START INPUT MATERIAL

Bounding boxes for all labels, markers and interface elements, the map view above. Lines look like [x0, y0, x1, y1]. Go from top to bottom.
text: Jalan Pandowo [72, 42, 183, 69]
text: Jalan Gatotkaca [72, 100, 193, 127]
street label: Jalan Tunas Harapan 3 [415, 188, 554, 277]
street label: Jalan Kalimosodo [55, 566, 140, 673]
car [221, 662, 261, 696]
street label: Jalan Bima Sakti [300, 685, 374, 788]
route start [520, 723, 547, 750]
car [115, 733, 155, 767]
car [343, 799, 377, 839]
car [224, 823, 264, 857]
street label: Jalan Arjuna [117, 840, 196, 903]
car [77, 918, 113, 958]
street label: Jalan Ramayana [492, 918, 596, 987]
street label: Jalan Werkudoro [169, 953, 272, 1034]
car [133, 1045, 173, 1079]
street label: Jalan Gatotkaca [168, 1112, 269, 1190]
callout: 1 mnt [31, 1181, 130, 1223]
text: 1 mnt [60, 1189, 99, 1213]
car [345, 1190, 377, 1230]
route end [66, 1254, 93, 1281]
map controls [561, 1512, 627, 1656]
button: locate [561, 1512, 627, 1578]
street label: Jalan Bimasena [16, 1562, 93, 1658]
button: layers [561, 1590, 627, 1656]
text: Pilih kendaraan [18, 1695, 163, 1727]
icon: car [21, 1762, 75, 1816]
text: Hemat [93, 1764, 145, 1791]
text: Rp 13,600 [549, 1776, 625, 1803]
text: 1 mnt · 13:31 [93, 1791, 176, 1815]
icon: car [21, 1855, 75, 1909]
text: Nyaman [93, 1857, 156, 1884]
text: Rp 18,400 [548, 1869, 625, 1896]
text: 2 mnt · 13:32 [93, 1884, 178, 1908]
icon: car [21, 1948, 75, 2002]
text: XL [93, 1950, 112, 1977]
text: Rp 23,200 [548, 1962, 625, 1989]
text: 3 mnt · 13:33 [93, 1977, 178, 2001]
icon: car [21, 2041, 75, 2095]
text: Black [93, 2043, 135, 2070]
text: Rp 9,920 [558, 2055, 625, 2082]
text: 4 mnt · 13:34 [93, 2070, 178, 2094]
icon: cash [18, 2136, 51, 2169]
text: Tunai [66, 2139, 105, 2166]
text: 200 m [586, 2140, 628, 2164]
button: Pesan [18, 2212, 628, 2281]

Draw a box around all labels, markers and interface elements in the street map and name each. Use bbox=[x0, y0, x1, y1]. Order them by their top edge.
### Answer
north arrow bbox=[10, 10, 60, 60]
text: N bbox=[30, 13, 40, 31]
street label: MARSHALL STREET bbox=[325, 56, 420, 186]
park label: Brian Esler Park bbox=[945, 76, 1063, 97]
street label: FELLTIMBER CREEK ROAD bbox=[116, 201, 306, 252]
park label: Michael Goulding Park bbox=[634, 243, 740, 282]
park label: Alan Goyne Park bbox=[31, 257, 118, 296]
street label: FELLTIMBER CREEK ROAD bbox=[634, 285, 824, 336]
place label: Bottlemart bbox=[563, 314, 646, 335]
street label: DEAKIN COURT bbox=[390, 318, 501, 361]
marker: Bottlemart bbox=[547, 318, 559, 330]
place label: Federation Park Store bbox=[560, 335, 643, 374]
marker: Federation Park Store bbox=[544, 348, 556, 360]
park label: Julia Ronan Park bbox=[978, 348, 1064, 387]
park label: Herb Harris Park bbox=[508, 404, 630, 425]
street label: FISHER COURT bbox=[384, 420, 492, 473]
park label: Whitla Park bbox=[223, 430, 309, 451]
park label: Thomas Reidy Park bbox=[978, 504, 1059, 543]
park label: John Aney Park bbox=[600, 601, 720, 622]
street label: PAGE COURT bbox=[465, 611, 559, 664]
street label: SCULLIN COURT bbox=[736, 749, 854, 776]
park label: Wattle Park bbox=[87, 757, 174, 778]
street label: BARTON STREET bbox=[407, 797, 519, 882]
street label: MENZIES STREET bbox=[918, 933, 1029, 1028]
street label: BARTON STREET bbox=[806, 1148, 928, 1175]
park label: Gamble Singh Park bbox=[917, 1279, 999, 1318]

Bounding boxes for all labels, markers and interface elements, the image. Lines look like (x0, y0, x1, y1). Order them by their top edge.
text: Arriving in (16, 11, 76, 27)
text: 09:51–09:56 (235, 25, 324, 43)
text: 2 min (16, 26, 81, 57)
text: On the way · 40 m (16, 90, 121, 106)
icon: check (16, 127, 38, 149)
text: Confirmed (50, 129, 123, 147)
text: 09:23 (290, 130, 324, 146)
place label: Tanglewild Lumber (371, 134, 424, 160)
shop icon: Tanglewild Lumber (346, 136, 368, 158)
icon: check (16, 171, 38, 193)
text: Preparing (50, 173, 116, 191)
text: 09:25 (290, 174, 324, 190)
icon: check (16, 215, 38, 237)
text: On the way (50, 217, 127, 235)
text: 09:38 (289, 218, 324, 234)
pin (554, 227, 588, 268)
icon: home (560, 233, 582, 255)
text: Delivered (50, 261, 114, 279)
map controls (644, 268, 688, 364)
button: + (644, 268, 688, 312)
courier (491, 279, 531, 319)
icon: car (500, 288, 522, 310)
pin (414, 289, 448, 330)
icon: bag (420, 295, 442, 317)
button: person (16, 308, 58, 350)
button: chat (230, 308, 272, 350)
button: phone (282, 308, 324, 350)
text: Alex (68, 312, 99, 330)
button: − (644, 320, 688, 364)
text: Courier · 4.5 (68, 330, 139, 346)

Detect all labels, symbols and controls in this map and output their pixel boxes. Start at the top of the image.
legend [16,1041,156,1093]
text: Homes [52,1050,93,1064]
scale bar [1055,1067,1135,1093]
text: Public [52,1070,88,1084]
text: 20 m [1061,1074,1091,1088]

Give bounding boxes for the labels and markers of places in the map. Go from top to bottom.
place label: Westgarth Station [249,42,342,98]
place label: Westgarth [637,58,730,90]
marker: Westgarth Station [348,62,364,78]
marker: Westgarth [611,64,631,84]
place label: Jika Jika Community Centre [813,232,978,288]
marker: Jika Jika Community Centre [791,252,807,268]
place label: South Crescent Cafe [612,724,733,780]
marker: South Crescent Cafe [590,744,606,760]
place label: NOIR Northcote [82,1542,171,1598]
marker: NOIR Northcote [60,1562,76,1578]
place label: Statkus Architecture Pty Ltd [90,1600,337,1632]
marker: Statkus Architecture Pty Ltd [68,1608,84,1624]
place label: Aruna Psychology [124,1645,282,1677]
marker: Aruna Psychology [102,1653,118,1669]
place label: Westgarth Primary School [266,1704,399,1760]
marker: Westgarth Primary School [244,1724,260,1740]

END INPUT MATERIAL

#### TASK TO COMPLETE:
Nothing should be altered. Set down all the data again.

#### RESPONSE BELOW:
Bounding boxes for all labels, markers and interface elements, the map view above. Lines look like [x0, y0, x1, y1]. Go from top to bottom.
text: Jalan Pandowo [72, 42, 183, 69]
text: Jalan Gatotkaca [72, 100, 193, 127]
street label: Jalan Tunas Harapan 3 [415, 188, 554, 277]
street label: Jalan Kalimosodo [55, 566, 140, 673]
car [221, 662, 261, 696]
street label: Jalan Bima Sakti [300, 685, 374, 788]
route start [520, 723, 547, 750]
car [115, 733, 155, 767]
car [343, 799, 377, 839]
car [224, 823, 264, 857]
street label: Jalan Arjuna [117, 840, 196, 903]
car [77, 918, 113, 958]
street label: Jalan Ramayana [492, 918, 596, 987]
street label: Jalan Werkudoro [169, 953, 272, 1034]
car [133, 1045, 173, 1079]
street label: Jalan Gatotkaca [168, 1112, 269, 1190]
callout: 1 mnt [31, 1181, 130, 1223]
text: 1 mnt [60, 1189, 99, 1213]
car [345, 1190, 377, 1230]
route end [66, 1254, 93, 1281]
map controls [561, 1512, 627, 1656]
button: locate [561, 1512, 627, 1578]
street label: Jalan Bimasena [16, 1562, 93, 1658]
button: layers [561, 1590, 627, 1656]
text: Pilih kendaraan [18, 1695, 163, 1727]
icon: car [21, 1762, 75, 1816]
text: Hemat [93, 1764, 145, 1791]
text: Rp 13,600 [549, 1776, 625, 1803]
text: 1 mnt · 13:31 [93, 1791, 176, 1815]
icon: car [21, 1855, 75, 1909]
text: Nyaman [93, 1857, 156, 1884]
text: Rp 18,400 [548, 1869, 625, 1896]
text: 2 mnt · 13:32 [93, 1884, 178, 1908]
icon: car [21, 1948, 75, 2002]
text: XL [93, 1950, 112, 1977]
text: Rp 23,200 [548, 1962, 625, 1989]
text: 3 mnt · 13:33 [93, 1977, 178, 2001]
icon: car [21, 2041, 75, 2095]
text: Black [93, 2043, 135, 2070]
text: Rp 9,920 [558, 2055, 625, 2082]
text: 4 mnt · 13:34 [93, 2070, 178, 2094]
icon: cash [18, 2136, 51, 2169]
text: Tunai [66, 2139, 105, 2166]
text: 200 m [586, 2140, 628, 2164]
button: Pesan [18, 2212, 628, 2281]

Draw a box around all labels, markers and interface elements in the street map and name each. Use bbox=[x0, y0, x1, y1]. Order them by their top edge.
### Answer
north arrow bbox=[10, 10, 60, 60]
text: N bbox=[30, 13, 40, 31]
street label: MARSHALL STREET bbox=[325, 56, 420, 186]
park label: Brian Esler Park bbox=[945, 76, 1063, 97]
street label: FELLTIMBER CREEK ROAD bbox=[116, 201, 306, 252]
park label: Michael Goulding Park bbox=[634, 243, 740, 282]
park label: Alan Goyne Park bbox=[31, 257, 118, 296]
street label: FELLTIMBER CREEK ROAD bbox=[634, 285, 824, 336]
place label: Bottlemart bbox=[563, 314, 646, 335]
street label: DEAKIN COURT bbox=[390, 318, 501, 361]
marker: Bottlemart bbox=[547, 318, 559, 330]
place label: Federation Park Store bbox=[560, 335, 643, 374]
marker: Federation Park Store bbox=[544, 348, 556, 360]
park label: Julia Ronan Park bbox=[978, 348, 1064, 387]
park label: Herb Harris Park bbox=[508, 404, 630, 425]
street label: FISHER COURT bbox=[384, 420, 492, 473]
park label: Whitla Park bbox=[223, 430, 309, 451]
park label: Thomas Reidy Park bbox=[978, 504, 1059, 543]
park label: John Aney Park bbox=[600, 601, 720, 622]
street label: PAGE COURT bbox=[465, 611, 559, 664]
street label: SCULLIN COURT bbox=[736, 749, 854, 776]
park label: Wattle Park bbox=[87, 757, 174, 778]
street label: BARTON STREET bbox=[407, 797, 519, 882]
street label: MENZIES STREET bbox=[918, 933, 1029, 1028]
street label: BARTON STREET bbox=[806, 1148, 928, 1175]
park label: Gamble Singh Park bbox=[917, 1279, 999, 1318]

Bounding boxes for all labels, markers and interface elements, the image. Lines look like (x0, y0, x1, y1). Order them by their top edge.
text: Arriving in (16, 11, 76, 27)
text: 09:51–09:56 (235, 25, 324, 43)
text: 2 min (16, 26, 81, 57)
text: On the way · 40 m (16, 90, 121, 106)
icon: check (16, 127, 38, 149)
text: Confirmed (50, 129, 123, 147)
text: 09:23 (290, 130, 324, 146)
place label: Tanglewild Lumber (371, 134, 424, 160)
shop icon: Tanglewild Lumber (346, 136, 368, 158)
icon: check (16, 171, 38, 193)
text: Preparing (50, 173, 116, 191)
text: 09:25 (290, 174, 324, 190)
icon: check (16, 215, 38, 237)
text: On the way (50, 217, 127, 235)
text: 09:38 (289, 218, 324, 234)
pin (554, 227, 588, 268)
icon: home (560, 233, 582, 255)
text: Delivered (50, 261, 114, 279)
map controls (644, 268, 688, 364)
button: + (644, 268, 688, 312)
courier (491, 279, 531, 319)
icon: car (500, 288, 522, 310)
pin (414, 289, 448, 330)
icon: bag (420, 295, 442, 317)
button: person (16, 308, 58, 350)
button: chat (230, 308, 272, 350)
button: phone (282, 308, 324, 350)
text: Alex (68, 312, 99, 330)
button: − (644, 320, 688, 364)
text: Courier · 4.5 (68, 330, 139, 346)

Detect all labels, symbols and controls in this map and output their pixel boxes. Start at the top of the image.
legend [16,1041,156,1093]
text: Homes [52,1050,93,1064]
scale bar [1055,1067,1135,1093]
text: Public [52,1070,88,1084]
text: 20 m [1061,1074,1091,1088]

Give bounding boxes for the labels and markers of places in the map. Go from top to bottom.
place label: Westgarth Station [249,42,342,98]
place label: Westgarth [637,58,730,90]
marker: Westgarth Station [348,62,364,78]
marker: Westgarth [611,64,631,84]
place label: Jika Jika Community Centre [813,232,978,288]
marker: Jika Jika Community Centre [791,252,807,268]
place label: South Crescent Cafe [612,724,733,780]
marker: South Crescent Cafe [590,744,606,760]
place label: NOIR Northcote [82,1542,171,1598]
marker: NOIR Northcote [60,1562,76,1578]
place label: Statkus Architecture Pty Ltd [90,1600,337,1632]
marker: Statkus Architecture Pty Ltd [68,1608,84,1624]
place label: Aruna Psychology [124,1645,282,1677]
marker: Aruna Psychology [102,1653,118,1669]
place label: Westgarth Primary School [266,1704,399,1760]
marker: Westgarth Primary School [244,1724,260,1740]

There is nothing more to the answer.